Parabolas and focal points II

Yesterday I wrote about parabolic mirrors. I pointed out that parallel rays hitting a parabola typically do not reflect back to a focal point. That happens only when the rays are parallel to the axis of the parabola.

Then my friend Dan sent me an email encouraging me to look at the envelope of the reflected rays for a given incoming direction (called a catacaustic). He said that in the case of a parabola, these catacaustics are a tear-drop-shaped curve called the Tschirnhausen cubic (r=a\sec^3(\frac{\theta}{3}) in polar coordinates or 27ay^{2}=x^{3}+9ax^{2} in rectangular coordinates) suitably translated, rotated, and dilated.
Picture 1

So, I made an applet to create such an envelope of reflected rays.
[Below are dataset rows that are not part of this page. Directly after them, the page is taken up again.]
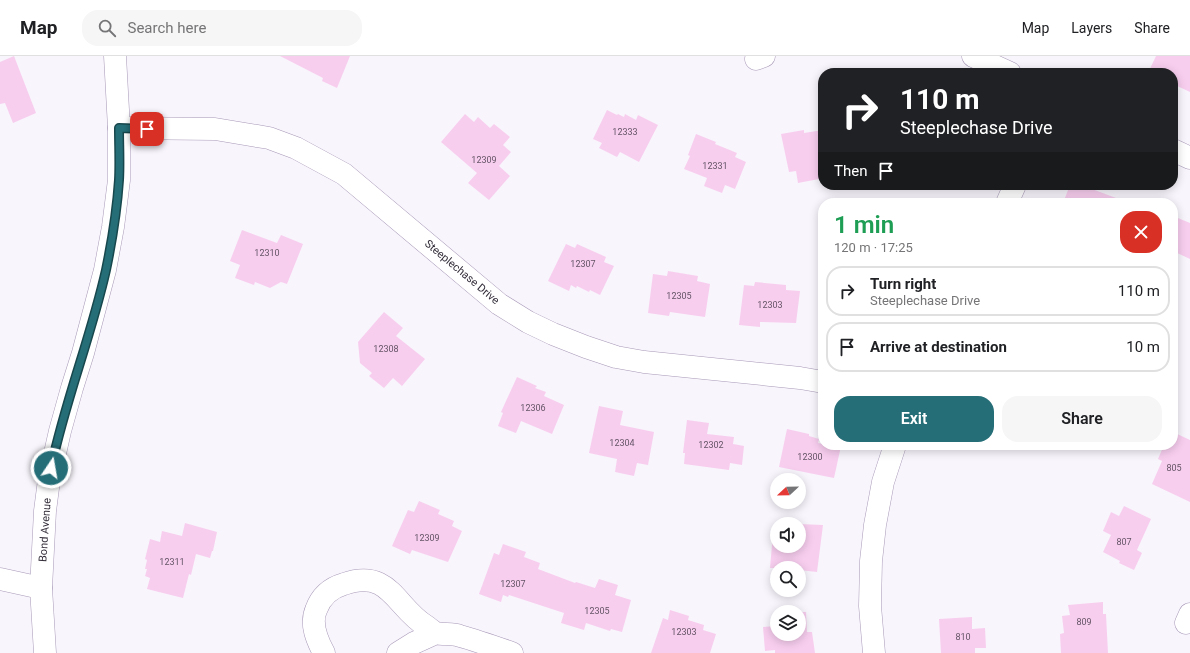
<!DOCTYPE html>
<meta charset="utf-8">
<style>
:root{--surface:#fff;--page:#f6f6f6;--text:#202124;--muted:#757577;--line:#e0e0e0;--accent:#256e77}
body{margin:0;font-family:Roboto,sans-serif;background:var(--page);color:var(--text);height:100vh;display:flex;flex-direction:column;font-size:15px;white-space:nowrap}
*{box-sizing:border-box;margin:0}
p{font-size:13px;color:var(--muted)}
.icon{flex:none;width:22px;height:22px;fill:none;stroke:currentColor;stroke-width:2;stroke-linecap:round;stroke-linejoin:round}
.map{position:relative;flex:1;overflow:hidden}
.panel{position:absolute;left:818px;top:142px;width:360px;height:252px;display:flex;flex-direction:column;background:var(--surface);border-radius:16px;box-shadow:0 2px 10px #0003}
.panel>*{flex:none}
.guide{position:absolute;left:818px;top:12px;width:360px;height:122px;border-radius:16px;box-shadow:0 2px 10px #0003;background:#202124;color:#fff;overflow:hidden}
.needle{width:26px;rotate:248deg}
.fabs{position:absolute;left:770px;top:417px;display:grid;gap:8px}
.fabs a{display:grid;place-items:center;width:36px;height:36px;border-radius:50%;background:var(--surface);box-shadow:0 2px 10px #0003;font-size:20px}
.pin{position:absolute;display:grid;place-items:center;width:34px;height:34px;color:#fff;margin:-17px;border-radius:8px;box-shadow:0 2px 6px #0006}
.me{position:absolute;width:44px;margin:-22px;rotate:12deg;stroke-linejoin:round;filter:drop-shadow(0 0 3px #0008)}
.turn{display:flex;align-items:center;gap:14px;height:84px;padding:0 16px;font-size:18px}
.turn .icon{width:52px;height:52px;stroke-width:2.5}
.turn b{display:block;font-size:28px;line-height:34px}
.then{display:flex;align-items:center;height:38px;padding:0 16px;background:#0003;gap:8px;font-size:15px}
.round{display:grid;place-items:center;flex:none;width:42px;height:42px;border-radius:16px;background:var(--page)}
.summary{display:flex;align-items:center;justify-content:space-between;height:68px;padding:0 16px}
h1{font-size:24px;font-weight:600;line-height:30px;color:#1e9e55}
.action{display:flex;gap:8px;margin-top:auto;padding:8px 16px}
.action a{flex:1;height:46px;border-radius:16px;background:var(--accent);color:#fff;font-size:16px;font-weight:600;line-height:46px;text-align:center}
.action a+a{background:var(--page);color:var(--text)}
ul{padding:0;list-style:none}
li{display:flex;align-items:center;gap:12px;height:50px;margin:0 8px 6px;padding:0 8px;border:2px solid var(--line);border-radius:16px}
li div{flex:1}
li b{display:block;font-size:15px}
li em{font-style:normal}
header{display:flex;align-items:center;gap:24px;box-sizing:border-box;height:56px;padding:0 20px;background:var(--surface);border-bottom:1px solid var(--line)}
header strong{font-size:19px}
nav{display:flex;gap:22px;margin-inline-start:auto;font-size:14px}
.search{width:280px;height:36px;background:var(--page);display:flex;align-items:center;gap:10px;box-sizing:border-box;padding:0 14px;border-radius:16px;color:var(--muted);font-size:15px}
.map>svg:first-child{display:block}
.building{fill:#f8ceef}
.lines{fill:none;stroke-linecap:round;stroke-linejoin:round}
.street-casing{stroke:#a899b8;stroke-width:23}
.secondary-casing{stroke:#a899b8;stroke-width:23}
.street{stroke:#fff;stroke-width:22}
.secondary{stroke:#fff;stroke-width:22}
.route-casing{stroke:#18484d;stroke-width:10}
.route{stroke:#256e77;stroke-width:7}
.labels{text-anchor:middle;dominant-baseline:central;stroke-width:3;stroke-linejoin:round;paint-order:stroke}
.number-label{font-size:9px;fill:#645566}
.street-label{font-size:11px;fill:#332d39;stroke:#fff}
</style>
<header>
<strong>Map</strong>
<div class="search"><svg class="icon" aria-label="search" viewBox="0 0 24 24"><circle cx="10" cy="10" r="6"/><path d="M15 15l6 6"/></svg>Search here</div>
<nav><a>Map</a><a>Layers</a><a>Share</a></nav>
</header>
<div class="map">
<svg width="1190" height="597" viewBox="0 0 1190 597">
<rect width="100%" height="100%" fill="#f8f5fc"/>
<path class="building" d="M 14,0 L 36,57 L 13,67 L 5,47 L 0,48 L 0,6 Z
M 280,0 L 350,0 L 337,32 L 322,25 L 323,22 Z
M 1156,0 L 1190,0 L 1190,36 L 1173,28 L 1173,17 L 1148,17 Z
M 607,54 L 617,59 L 618,58 L 624,61 L 625,58 L 636,64 L 638,59 L 658,69 L 639,106 L 620,96 L 617,101 L 599,92 L 602,87 L 593,83 Z
M 465,58 L 474,66 L 478,61 L 490,72 L 494,68 L 510,81 L 503,89 L 511,96 L 499,110 L 510,120 L 489,144 L 468,127 L 477,117 L 441,86 Z
M 804,74 L 804,77 L 823,74 L 823,118 L 819,119 L 819,123 L 798,127 L 796,115 L 789,116 L 781,78 Z
M 696,78 L 716,86 L 715,88 L 737,97 L 735,101 L 746,106 L 735,133 L 725,129 L 722,137 L 704,130 L 707,122 L 684,113 L 690,100 L 688,99 Z
M 1070,129 L 1094,129 L 1092,133 L 1124,145 L 1124,147 L 1063,147 Z
M 1173,160 L 1190,167 L 1190,203 L 1173,195 Z
M 242,174 L 277,187 L 281,179 L 303,188 L 287,228 L 281,226 L 270,232 L 255,226 L 254,229 L 235,222 L 240,209 L 230,205 Z
M 566,188 L 575,192 L 577,188 L 606,201 L 604,206 L 614,210 L 600,239 L 590,234 L 589,236 L 577,230 L 576,232 L 571,229 L 569,235 L 548,225 Z
M 668,215 L 698,220 L 697,225 L 710,228 L 705,261 L 670,256 L 669,260 L 648,257 L 653,218 L 667,220 Z
M 755,226 L 786,229 L 786,234 L 800,235 L 796,267 L 760,266 L 760,271 L 739,269 L 744,229 L 754,230 Z
M 384,256 L 403,272 L 396,280 L 425,303 L 402,330 L 393,322 L 384,332 L 369,320 L 372,317 L 360,307 L 358,286 Z
M 517,321 L 537,330 L 535,332 L 546,336 L 544,340 L 564,349 L 552,378 L 521,365 L 516,377 L 498,370 L 503,357 L 501,356 Z
M 599,350 L 623,355 L 620,369 L 654,376 L 648,409 L 637,407 L 634,420 L 615,416 L 617,403 L 589,397 Z
M 687,364 L 709,367 L 707,378 L 734,381 L 733,388 L 744,390 L 742,409 L 730,407 L 729,414 L 684,408 L 685,397 L 683,397 Z
M 787,373 L 809,378 L 809,380 L 819,383 L 818,387 L 823,388 L 823,389 L 841,390 L 834,422 L 779,411 Z
M 1175,377 L 1190,384 L 1190,446 L 1152,428 L 1162,405 L 1158,403 L 1164,389 L 1173,389 L 1173,381 Z
M 419,445 L 440,454 L 438,458 L 454,465 L 452,470 L 462,475 L 448,506 L 412,494 L 410,498 L 392,490 L 408,454 L 414,456 Z
M 1124,450 L 1151,463 L 1137,494 L 1142,497 L 1134,514 L 1119,507 L 1120,505 L 1103,496 L 1111,479 L 1103,475 L 1111,456 L 1119,460 Z
M 185,467 L 217,476 L 213,495 L 212,495 L 210,502 L 196,498 L 191,519 L 189,518 L 183,542 L 147,533 L 150,522 L 145,520 L 147,513 L 145,513 L 147,504 L 145,503 L 150,483 L 160,486 L 162,475 L 182,480 Z
M 776,467 L 797,468 L 777,468 L 777,490 L 799,490 L 799,468 L 823,469 L 817,516 L 799,514 L 799,512 L 770,512 L 773,477 L 775,478 Z
M 503,488 L 526,496 L 524,501 L 540,507 L 538,513 L 575,527 L 576,526 L 595,532 L 599,523 L 618,529 L 615,539 L 631,544 L 622,576 L 611,573 L 610,575 L 586,567 L 584,574 L 561,567 L 564,557 L 509,539 L 508,541 L 503,539 L 501,546 L 479,538 L 494,497 L 499,499 Z
M 1103,546 L 1103,558 L 1106,558 L 1108,597 L 1061,597 L 1060,578 L 1064,577 L 1062,560 L 1070,559 L 1068,549 Z
M 670,554 L 689,560 L 688,564 L 704,569 L 703,574 L 716,578 L 710,597 L 651,597 L 663,562 L 668,564 Z
M 799,556 L 806,556 L 807,576 L 812,576 L 815,597 L 775,597 L 775,594 L 765,595 L 763,571 L 775,570 L 774,558 L 777,558 L 777,578 L 799,578 Z
M 972,561 L 972,573 L 985,572 L 986,592 L 975,592 L 975,597 L 941,597 L 939,563 Z"/>
<g class="lines">
<defs>
<path id="street" d="M 973,0 L 1010,17
M 756,3 L 764,0
M 119,72 L 215,73 L 269,82 L 296,92 L 344,118 L 499,248 L 528,266 L 553,278 L 586,291 L 616,301 L 644,306 L 800,322 L 823,326
M 1173,94 L 1190,102
M 1007,147 L 1015,129
M 0,523 L 41,532
M 1186,567 L 1190,558
M 324,597 C 317,584 310,568 316,554 C 321,540 330,532 344,528 C 390,512 395,551 426,570 C 429,572 433,576 436,577 C 444,579 452,577 460,580 C 478,585 495,591 512,597
M 398,597 L 414,587 L 436,577
M 874,597 L 870,550 L 871,505 L 875,469 L 883,426 L 895,389"/>
<path id="secondary" d="M 45,597 L 41,532 L 45,455 L 49,424 L 60,375 L 72,332 L 83,297 L 105,214 L 113,171 L 119,124 L 119,72 L 115,0"/>
</defs>
<use href="#street" class="street-casing"/>
<use href="#secondary" class="secondary-casing"/>
<use href="#street" class="street"/>
<use href="#secondary" class="secondary"/>
</g>
<g class="lines">
<defs>
<path id="route" d="M 51,412 C 65,345 91,281 106,214 C 112,185 117,154 119,124 C 120,107 119,89 119,72 L 147,73"/>
</defs>
<use href="#route" class="route-casing"/>
<use href="#route" class="route"/>
</g>
<g class="labels">
<g class="number-label">
<text x="625" y="76">12333</text>
<text x="484" y="104">12309</text>
<text x="715" y="110">12331</text>
<text x="267" y="197">12310</text>
<text x="583" y="208">12307</text>
<text x="679" y="240">12305</text>
<text x="770" y="249">12303</text>
<text x="386" y="293">12308</text>
<text x="533" y="352">12306</text>
<text x="622" y="387">12304</text>
<text x="711" y="389">12302</text>
<text x="810" y="401">12300</text>
<text x="1174" y="412">805</text>
<text x="427" y="482">12309</text>
<text x="1124" y="486">807</text>
<text x="172" y="506">12311</text>
<text x="513" y="528">12307</text>
<text x="597" y="555">12305</text>
<text x="1084" y="566">809</text>
<text x="684" y="576">12303</text>
<text x="963" y="581">810</text>
</g>
<g class="street-label">
<text transform="translate(462 216) rotate(40)">Steeplechase Drive</text>
<text transform="translate(45 474) rotate(-86)">Bond Avenue</text>
</g>
</g>
</svg>
<div class="fabs">
<a><svg class="needle" viewBox="-14 -14 28 28"><path d="M0-13l5 13h-10z" fill="#e53935"/><path d="M0 13l5-13h-10z" fill="#757577"/></svg></a>
<a><svg class="icon" aria-label="sound" viewBox="0 0 24 24"><path d="M4 9h4l5-4v14l-5-4H4zM17 9q2 3 0 6"/></svg></a>
<a><svg class="icon" aria-label="search" viewBox="0 0 24 24"><circle cx="10" cy="10" r="6"/><path d="M15 15l6 6"/></svg></a>
<a><svg class="icon" aria-label="layers" viewBox="0 0 24 24"><path d="M12 4l9 5-9 5-9-5zM3 14l9 5 9-5"/></svg></a>
</div>
<div class="pin" style="left:147px;top:73px;background:#d93025"><svg class="icon" aria-label="arrive" viewBox="0 0 24 24"><path d="M6 21V4h12l-3 4 3 4H6"/></svg></div>
<svg class="me" style="left:51px;top:412px" viewBox="-20 -20 40 40"><circle r="17" fill="#256e77" stroke="#fff" stroke-width="3"/><path d="M0-11L8 9 0 5-8 9z" fill="#fff"/></svg>
<div class="guide">
<div class="turn"><svg class="icon" aria-label="right" viewBox="0 0 24 24"><path d="M7 20v-9h11M14 6l5 5-5 5"/></svg><div><b>110 m</b>Steeplechase Drive</div></div>
<div class="then">Then<svg class="icon" aria-label="arrive" viewBox="0 0 24 24"><path d="M6 21V4h12l-3 4 3 4H6"/></svg></div>
</div>
<section class="panel">
<div class="summary"><div><h1>1 min</h1><p>120 m · 17:25</p></div><a class="round" style="background:#d93025;color:#fff"><svg class="icon" aria-label="close" viewBox="0 0 24 24"><path d="M6 6l12 12M18 6L6 18"/></svg></a></div>
<ul>
<li><svg class="icon" aria-label="right" viewBox="0 0 24 24"><path d="M7 20v-9h11M14 6l5 5-5 5"/></svg><div><b>Turn right</b><p>Steeplechase Drive</p></div><em>110 m</em></li>
<li><svg class="icon" aria-label="arrive" viewBox="0 0 24 24"><path d="M6 21V4h12l-3 4 3 4H6"/></svg><div><b>Arrive at destination</b></div><em>10 m</em></li>
</ul>
<div class="action"><a>Exit</a><a>Share</a></div>
</section>
</div>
Here’s a screen shot for one particular incoming slope.
Picture 2

Furthermore, Dan wrote:

As the angle of the parallel lines change from perpendicular to the axis of the parabola, the cubic rotates and shrinks—with the loop always enclosing the focus of the parabola— until the lines are parallel to the axis, when you get the degenerate case of all the lines meeting at the focus. If you looked at an animation of it, it would look like a loop getting pulled tighter and tighter around the focus until it disappeared.

Very cool. Thanks, Dan!